Go on, scare yourself: The 2012 Absa Cape Epic route has been announced.
Fear is a great motivator. It makes waking up in the morning a little more interesting. Apparently, because of our larger hippocampus (the bit of brain responsible for memory) women register unpleasantness with greater vividness than men; and sharing geography with the Amygdala (the bit of brain responsible for fear), fear and unpleasantness have a lot in common. (Don’t quote me on any of this, I stopped taking science courses about age 17.)
People develop fears as a result of learning: like being afraid of the dark because there’s a movie that tells us to be afraid of the dark. (Or rather, not to be, but their logic just doesn’t hold.) It can also be a result of a traumatic experience: You get bitten by a goose as a child and just like that, waterfowl are evil.
There are cultural fears: these are the fears propagated and amplified through media myths… like being afraid of terrorists or clowns. These sometimes lead to phobias, whereby basic human rationality drops out the window and the whole world will end if you eat a piece of banana. For example.
And then there’s the fear that comes from learning the route of the 2012 Absa Cape Epic. Not a classic fear, this fear is nestled in nicely with adrenaline and self-esteem and all sorts of other confusing chemical reactions.
Having never done a mountain bike race before, I have almost nothing to compare this route to. The greatest distance I’ve ever done on a bike in a single day was 330 km on a road bike, riding between Seattle and Portland. It was fairly flat. There was no rain. It wasn’t very hot out. So this fear is palpable.
Claire and I will be riding each stage as a duo, and unlike road racing, the group will separate fairly quickly so we’ll likely be pretty much out on our own for most of the stages.
The Prologue: By far the tamest of the stages at only 27km and with 800m of climbing, this team time trial will also be one of the fastest stages with each team going out guns blazing to secure better seeding times the following day. I fully expect we’ll go out too hard.

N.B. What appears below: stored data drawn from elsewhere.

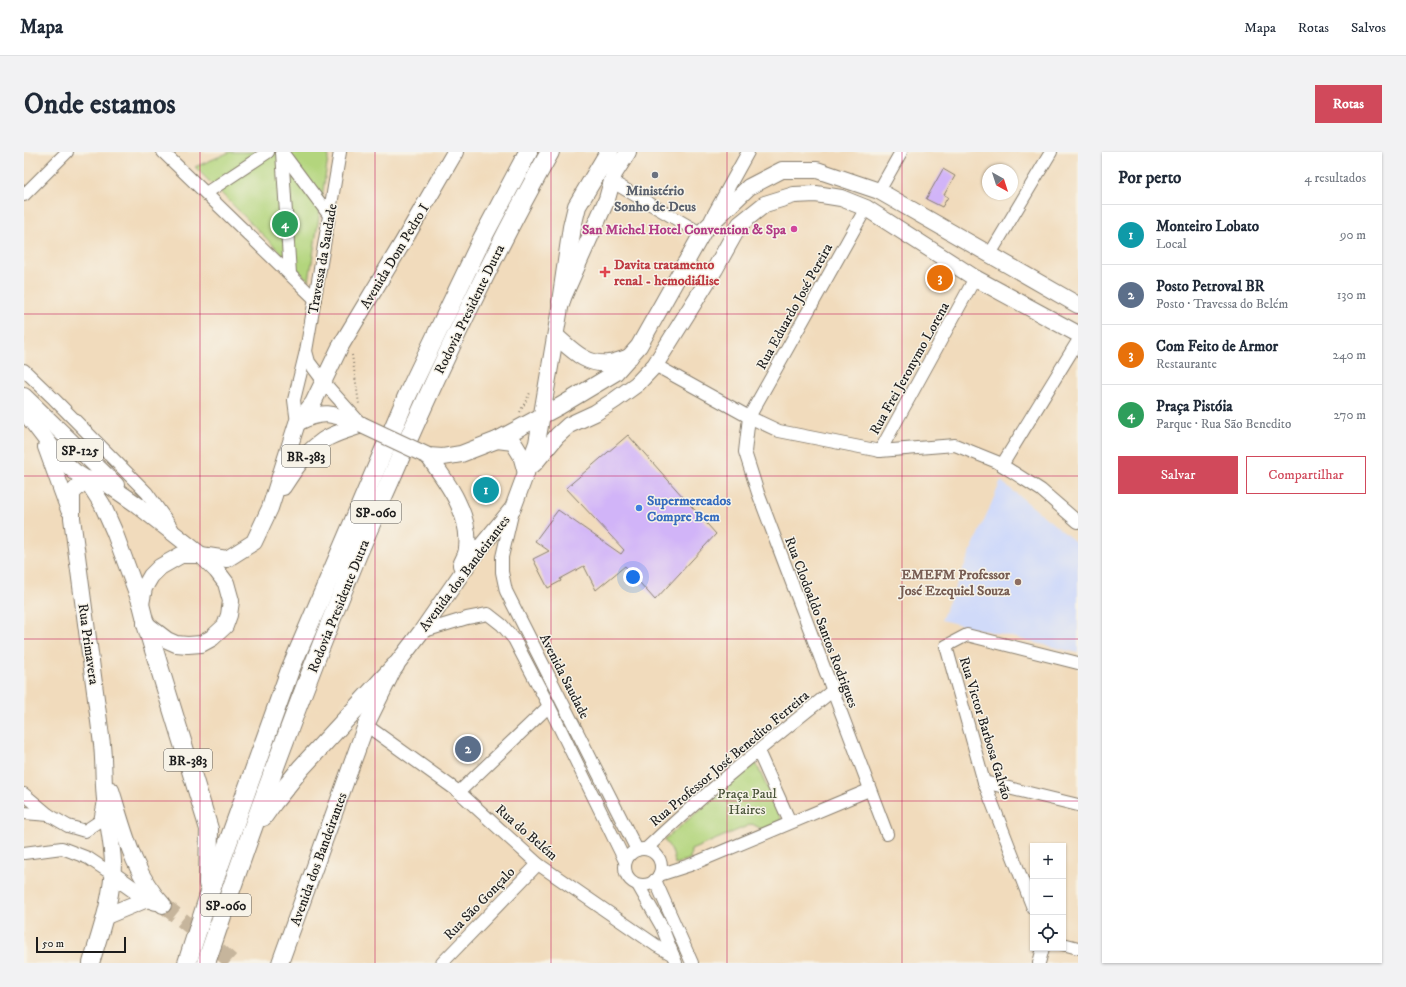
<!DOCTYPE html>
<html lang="pt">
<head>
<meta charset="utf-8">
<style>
  :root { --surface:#fff; --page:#f2f2f3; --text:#1f2937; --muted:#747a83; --line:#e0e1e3; --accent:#d1495b }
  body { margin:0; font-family:"IM FELL DW Pica",serif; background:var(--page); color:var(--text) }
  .controls { position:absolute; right:12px; bottom:12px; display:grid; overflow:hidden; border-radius:0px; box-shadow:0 1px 3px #0004 }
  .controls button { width:36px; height:36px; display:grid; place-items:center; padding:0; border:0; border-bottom:1px solid var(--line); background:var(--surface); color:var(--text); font:20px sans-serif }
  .compass { position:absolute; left:958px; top:12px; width:36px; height:36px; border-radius:50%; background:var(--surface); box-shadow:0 1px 3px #0004; rotate:141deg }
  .scale { position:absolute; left:12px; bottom:10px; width:90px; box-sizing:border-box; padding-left:4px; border:2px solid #1c1c1c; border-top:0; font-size:11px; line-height:14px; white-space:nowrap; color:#1c1c1c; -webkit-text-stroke:3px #f7f3e8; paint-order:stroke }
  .you { position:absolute; left:609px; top:425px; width:14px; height:14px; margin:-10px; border:3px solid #fff; border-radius:50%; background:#1a73e8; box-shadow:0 0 0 6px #1a73e833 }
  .badge { display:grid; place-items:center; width:26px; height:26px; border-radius:50%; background:var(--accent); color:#fff; font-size:13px; font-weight:700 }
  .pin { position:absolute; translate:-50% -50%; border:2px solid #fff; box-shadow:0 1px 4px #0006 }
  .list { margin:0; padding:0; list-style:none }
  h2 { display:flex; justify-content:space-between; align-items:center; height:52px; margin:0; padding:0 16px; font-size:17px }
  h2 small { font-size:13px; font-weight:400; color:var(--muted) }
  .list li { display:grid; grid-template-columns:26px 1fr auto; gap:12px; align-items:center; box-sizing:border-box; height:60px; padding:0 16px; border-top:1px solid var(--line) }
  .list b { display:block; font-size:15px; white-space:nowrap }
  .list p { margin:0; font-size:13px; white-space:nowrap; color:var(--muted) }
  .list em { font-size:13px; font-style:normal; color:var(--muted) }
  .actions { display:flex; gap:8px; padding:12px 16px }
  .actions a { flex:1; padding:9px 0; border:1px solid var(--accent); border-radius:0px; text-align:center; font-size:14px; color:var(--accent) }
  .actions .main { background:var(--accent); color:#fff }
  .icon { flex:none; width:22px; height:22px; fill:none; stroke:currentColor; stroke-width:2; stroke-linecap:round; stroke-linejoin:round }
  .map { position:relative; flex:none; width:1054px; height:811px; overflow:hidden; border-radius:0px }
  header { display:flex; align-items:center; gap:24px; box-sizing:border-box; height:56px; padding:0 20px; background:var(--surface); border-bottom:1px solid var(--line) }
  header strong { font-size:19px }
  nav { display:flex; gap:22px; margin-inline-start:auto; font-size:14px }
  .intro { display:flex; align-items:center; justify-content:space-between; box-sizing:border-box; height:96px; padding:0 24px }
  h1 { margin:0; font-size:28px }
  .button { padding:10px 18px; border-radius:0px; background:var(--accent); color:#fff; font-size:14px; font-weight:700 }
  main { display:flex; gap:24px; padding:0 24px }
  aside { flex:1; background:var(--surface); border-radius:0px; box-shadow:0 1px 3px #0004 }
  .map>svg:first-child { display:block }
</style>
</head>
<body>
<header>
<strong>Mapa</strong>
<nav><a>Mapa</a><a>Rotas</a><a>Salvos</a></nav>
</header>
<div class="intro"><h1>Onde estamos</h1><a class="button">Rotas</a></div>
<main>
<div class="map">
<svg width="1054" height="811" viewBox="0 0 1054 811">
  <rect width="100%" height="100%" fill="#f7f3e8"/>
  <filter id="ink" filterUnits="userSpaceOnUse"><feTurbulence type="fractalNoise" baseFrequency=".025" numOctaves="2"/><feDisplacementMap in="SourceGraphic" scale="8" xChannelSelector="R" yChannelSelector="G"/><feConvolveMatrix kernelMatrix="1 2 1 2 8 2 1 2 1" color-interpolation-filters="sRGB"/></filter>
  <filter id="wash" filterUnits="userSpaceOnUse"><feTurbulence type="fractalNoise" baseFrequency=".012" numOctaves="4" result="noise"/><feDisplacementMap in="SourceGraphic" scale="16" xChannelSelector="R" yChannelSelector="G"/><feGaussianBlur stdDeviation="0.9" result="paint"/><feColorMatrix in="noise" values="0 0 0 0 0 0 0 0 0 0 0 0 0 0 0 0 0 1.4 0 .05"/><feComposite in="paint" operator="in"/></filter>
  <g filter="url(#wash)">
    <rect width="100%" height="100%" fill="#f1dbbc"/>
    <path fill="#d0daf9" d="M977 329 1054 392V501L917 468Z"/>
    <g fill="#b3d57d" stroke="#68784c">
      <path d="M206 0H305L285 129 171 15Z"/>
      <path d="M732 611 758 669 740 678 728 672 667 698 666 707 651 712C650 702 647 696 640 688Z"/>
    </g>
    <g id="blocks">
      <g fill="#d1b4f8">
        <path d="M919 17 931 24 920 43 924 45 918 55 902 47Z"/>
        <path d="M604 283 692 382 631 448 601 414 572 438 560 414 536 427 537 429 524 436 509 407 525 399 511 389 534 358 597 402 600 398 542 336Z"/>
      </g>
    </g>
  </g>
  <g filter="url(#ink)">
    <use href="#blocks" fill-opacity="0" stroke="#867c6c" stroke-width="1"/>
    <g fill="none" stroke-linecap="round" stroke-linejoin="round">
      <path stroke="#c6b59c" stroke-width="16" stroke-dasharray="16 8" stroke-linecap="butt" d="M139 753 181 786 209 811"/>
      <defs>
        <g id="minor">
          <path d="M139 0 291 147"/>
          <path d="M258 0 266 122"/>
          <path d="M258 0 305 63"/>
          <path d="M592 32 678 82"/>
          <path d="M855 39 877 0"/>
          <path d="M182 41 244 0"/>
          <path d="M0 43 43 0"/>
          <path d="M842 56 725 265 721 300 734 341 863 682"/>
          <path d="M687 67 724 0"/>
          <path d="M966 102 1027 0"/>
          <path d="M282 199 285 210 303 234 337 272"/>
          <path d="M631 213 725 265 755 279 856 299 931 293 973 310 1017 338 1054 370"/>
          <path d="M0 218 30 247 123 341 148 376"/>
          <path d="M273 271 270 248 282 199 316 0"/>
          <path d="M856 299 951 126"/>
          <path d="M978 313 1054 189"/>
          <path d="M489 358 478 405V420L482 439 613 698"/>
          <path d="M397 480 443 466 464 462 478 473 490 487 525 554 601 709"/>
          <path d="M342 573 435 640 514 712 633 794 649 803"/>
          <path d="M734 599 766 670"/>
          <path d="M960 630 1054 653"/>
          <path d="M435 640 525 554"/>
          <path d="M0 642 25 663 44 674 61 679 76 669 79 654"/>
          <path d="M0 661 25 663"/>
          <circle cx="619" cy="715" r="18"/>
          <path d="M622 697C680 641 745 590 808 539"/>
          <path d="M0 701 38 696 64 706 88 722"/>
          <path d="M635 723 666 713 845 638"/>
          <path d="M631 728 668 811"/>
          <path d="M614 733 638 775 652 811"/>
          <path d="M1009 756 960 630 922 494 943 483 1054 511"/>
          <path d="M1039 792 1054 796"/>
          <path d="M418 811 514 712"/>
          <path d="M1015 811 1019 796"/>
        </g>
        <g id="major">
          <path d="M660 113 684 127"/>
          <path d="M532 184C547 197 562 214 585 211 592 210 599 207 606 205"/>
          <path d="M0 244 92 333"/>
          <path d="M0 259 36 306 51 320 62 327 78 352 90 379 117 452 122 472 143 488 152 492 164 493 177 492 188 486 201 474 205 463 207 449 202 431 193 419 177 403 112 352 79 329 62 327"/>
          <path d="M275 270C301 256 312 263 338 273"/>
          <path d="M473 288 489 290 497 303 502 321"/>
          <path d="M22 295 45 358"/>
          <path d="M404 304 419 305 437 302 473 288 536 254 591 221 615 194 680 78 725 35 758 18H793L855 39 1054 153"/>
          <path d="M404 304C423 330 447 362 443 396 443 402 439 408 437 413"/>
          <path d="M510 312 533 284 545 273 571 261 591 248 613 232 631 213 691 117 716 72 741 52 770 43 792 42 817 46 842 56 951 126 1054 182"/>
          <path d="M62 327 48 341V366L78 592C80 611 79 629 81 647 83 668 88 689 89 710 89 745 77 778 67 811"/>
          <path d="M259 335C270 318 280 302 297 290 307 282 326 277 338 273"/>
          <path d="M117 452 120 436 127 424 136 415 157 403H177L203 407 230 390 246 356 273 271 289 251 316 195 379 90 431 0"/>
          <path d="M87 638C100 679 109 721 139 753"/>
          <path d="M88 722 123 747 132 750"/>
          <path d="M82 764 123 747"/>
          <path d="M256 811 342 573 371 514 397 480 451 402 489 356 513 291 537 150 583 47 590 22 604 0"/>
        </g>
        <g id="highway">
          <path d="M537 150 548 75 553 54 585 0"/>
          <path d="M122 472 185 677 184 732"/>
          <path d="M239 665 249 651 277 616 371 514"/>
          <path d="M163 811 184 746 266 518 383 244 458 87 504 0"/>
          <path d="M182 811C228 674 278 538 333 404 347 371 362 339 376 306 422 202 470 99 526 0"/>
        </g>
      </defs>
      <use href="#minor" stroke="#867c6c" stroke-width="14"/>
      <use href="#major" stroke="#867c6c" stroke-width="18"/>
      <use href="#highway" stroke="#867c6c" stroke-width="20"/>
      <g stroke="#867c6c" stroke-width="2" stroke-dasharray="1 3" stroke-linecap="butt">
        <path d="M328 203 335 252"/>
        <path d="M496 260 507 239"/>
      </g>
      <use href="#minor" stroke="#fff" stroke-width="12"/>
      <use href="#major" stroke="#fff" stroke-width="16"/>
      <use href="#highway" stroke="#fff" stroke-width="18"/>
      <defs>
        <path id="major-bridge" d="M338 273 404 304"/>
      </defs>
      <use href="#major-bridge" stroke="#867c6c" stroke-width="18" stroke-linecap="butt"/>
      <use href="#major-bridge" stroke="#fff" stroke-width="16"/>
    </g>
  </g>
  <path fill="none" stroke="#c2185b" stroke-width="1" stroke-opacity="0.55" d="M176 0V811M351 0V811M527 0V811M703 0V811M878 0V811M0 162H1054M0 324H1054M0 487H1054M0 649H1054"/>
  <circle fill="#6b7280" stroke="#f7f3e8" stroke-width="1.5" cx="631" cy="23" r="4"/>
  <circle fill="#d1479c" stroke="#f7f3e8" stroke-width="1.5" cx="770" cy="77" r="4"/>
  <path fill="#e0444e" stroke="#f7f3e8" stroke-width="1.5" d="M579 114h4v4h4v4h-4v4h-4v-4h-4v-4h4z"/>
  <circle fill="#3f7fe0" stroke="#f7f3e8" stroke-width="1.5" cx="615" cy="356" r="4"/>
  <circle fill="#8d6e63" stroke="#f7f3e8" stroke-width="1.5" cx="994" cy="430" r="4"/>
  <g text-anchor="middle" stroke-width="3" stroke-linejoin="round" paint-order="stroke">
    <g fill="#f7f3e8" stroke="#5e5c59" stroke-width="1">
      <rect x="33" y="287" width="46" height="22" rx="3"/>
      <rect x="258" y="293" width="48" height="22" rx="3"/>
      <rect x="327" y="349" width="50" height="22" rx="3"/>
      <rect x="140" y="597" width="48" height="22" rx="3"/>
      <rect x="177" y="742" width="50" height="22" rx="3"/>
    </g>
    <g font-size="13" font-weight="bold" fill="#1c1c1c">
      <text x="56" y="303">SP-125</text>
      <text x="282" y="309">BR-383</text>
      <text x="352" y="365">SP-060</text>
      <text x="164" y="613">BR-383</text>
      <text x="202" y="758">SP-060</text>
    </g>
    <g font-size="14" font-weight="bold" fill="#5b616d" stroke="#f7f3e8">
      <text x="631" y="43">Ministério<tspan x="631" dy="16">Sonho de Deus</tspan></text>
    </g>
    <g font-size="14" font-weight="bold" fill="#b23c85" stroke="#f7f3e8" text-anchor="end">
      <text x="762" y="82">San Michel Hotel Convention &amp; Spa</text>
    </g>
    <g font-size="14" fill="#1c1c1c" stroke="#f7f3e8">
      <text transform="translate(370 104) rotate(-59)" y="5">Avenida Dom Pedro I</text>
      <text transform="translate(298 107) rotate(-80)" y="5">Travessa da Saudade</text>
      <text transform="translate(770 154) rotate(-61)" y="5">Rua Eduardo José Pereira</text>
      <text transform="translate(445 157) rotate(-64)" y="5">Rodovia Presidente Dutra</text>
      <text transform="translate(885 216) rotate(-61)" y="5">Rua Frei Jeronymo Lorena</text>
      <text transform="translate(440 421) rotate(-53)" y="5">Avenida dos Bandeirantes</text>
      <text transform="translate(314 454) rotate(-68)" y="5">Rodovia Presidente Dutra</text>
      <text transform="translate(798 470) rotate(69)" y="5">Rua Clodoaldo Santos Rodrigues</text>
      <text transform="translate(65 492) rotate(82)" y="5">Rua Primavera</text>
      <text transform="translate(541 524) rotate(63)" y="5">Avenida Saudade</text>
      <text transform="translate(962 576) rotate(73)" y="5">Rua Victor Barbosa Galvão</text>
      <text transform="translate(705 606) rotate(-40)" y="5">Rua Professor José Benedito Ferreira</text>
      <text transform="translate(503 680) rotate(41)" y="5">Rua do Belém</text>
      <text transform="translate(294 707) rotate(-70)" y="5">Avenida dos Bandeirantes</text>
      <text transform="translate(455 751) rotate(-46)" y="5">Rua São Gonçalo</text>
    </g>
    <g font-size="14" font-weight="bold" fill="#be3a42" stroke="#f7f3e8" text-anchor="start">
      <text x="590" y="117">Davita tratamento<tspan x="590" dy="16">renal - hemodiálise</tspan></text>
    </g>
    <g font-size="14" font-weight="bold" fill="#366cbe" stroke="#f7f3e8" text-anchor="start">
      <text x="623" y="353">Supermercados<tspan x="623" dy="16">Compre Bem</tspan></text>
    </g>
    <g font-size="14" font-weight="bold" fill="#785e54" stroke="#f7f3e8" text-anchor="end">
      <text x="986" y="427">EMEFM Professor<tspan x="986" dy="16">José Ezequiel Souza</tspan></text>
    </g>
    <g font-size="14" fill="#495439" stroke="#f7f3e8">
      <text x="723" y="646">Praça Paul<tspan x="723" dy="16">Haires</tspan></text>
    </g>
  </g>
</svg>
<div class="controls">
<button>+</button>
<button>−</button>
<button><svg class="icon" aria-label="locate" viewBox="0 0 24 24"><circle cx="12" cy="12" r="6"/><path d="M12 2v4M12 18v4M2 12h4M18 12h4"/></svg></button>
</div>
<svg class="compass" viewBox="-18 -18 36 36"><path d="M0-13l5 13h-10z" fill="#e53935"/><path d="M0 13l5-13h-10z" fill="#747a83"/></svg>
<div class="scale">50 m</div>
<div class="you"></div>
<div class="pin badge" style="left:462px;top:338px;background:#0f9aa8">1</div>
<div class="pin badge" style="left:444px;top:597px;background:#5c6f8a">2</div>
<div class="pin badge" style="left:916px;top:126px;background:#e8710a">3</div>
<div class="pin badge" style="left:261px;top:72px;background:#2e9e5b">4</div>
</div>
<aside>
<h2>Por perto<small>4 resultados</small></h2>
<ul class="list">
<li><span class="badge" style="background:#0f9aa8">1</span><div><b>Monteiro Lobato</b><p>Local</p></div><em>90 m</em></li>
<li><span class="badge" style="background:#5c6f8a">2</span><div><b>Posto Petroval BR</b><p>Posto · Travessa do Belém</p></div><em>130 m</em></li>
<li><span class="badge" style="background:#e8710a">3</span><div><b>Com Feito de Armor</b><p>Restaurante</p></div><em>240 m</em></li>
<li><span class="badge" style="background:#2e9e5b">4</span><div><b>Praça Pistóia</b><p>Parque · Rua São Benedito</p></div><em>270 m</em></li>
</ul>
<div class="actions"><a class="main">Salvar</a><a>Compartilhar</a></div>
</aside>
</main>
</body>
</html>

Stage 1: The first of the big stages at 115km and 2350m of climbing, this Robertson to Robertson loop is going to be a very tough one. The first of the three climbs of the day is 3km covered in loose boulders and gets up to 25% justifying all the running over the coming months. (You won’t find us running around Wimbledon Common carrying our Scott Sparks on our shoulders just for *fun*….)
Stage 2: Another Robertson to Robertson 119km and 1650m climbing, this is supposed to be one of the prettier stages. “A geologist’s paradise” or somesuch. Not sure we’ll notice.
Stage 3: Just for fun, the longest stage in Absa Cape Epic history (!) at 147km and 2900m of climbing between Robertson and Caledon, this stage will be the hardest ride of our lives. Up and down several tricky climbs and fast descents over big loose rocks and shale… I’ve worked out that if we can survive this, we might just qualify as “climbers” when the road season commences. Note the ‘if’.
Stage 4: Though I’m thinking this should be a relative walk in the park at *only* 105km and 2600m of climbing, apparently this is going to be a very tough stage of exposure to scorching sun, brutal technical climbing and winding narrow singletrack.
Stage 5: 119km and 2350m of climbing between Calendon and Oak Valley, this is supposed to be the singletrack-heaven stage with some (much needed) “flowing” trails and stunner views.
Stage 6: As we come into the closing stages of the race, the 85km and 2200m of climbing are going to be deceptively hard. Luckily, there is 30km of steady dual track riding through the Cape Nature Reserve and as we ride into the finish, the looming peak of Groenlandberg will appear.
Stage 7: Between Oak Valley and Lourensford, we’ll finish the race with this 65km, 1350m stage of singletrack. We’ll be absolutely ruined by then. But apparently there are going to be some stunning views. Hence the need for a head-cam. We might not actually fully appreciate it until the wine tasting commences the following day.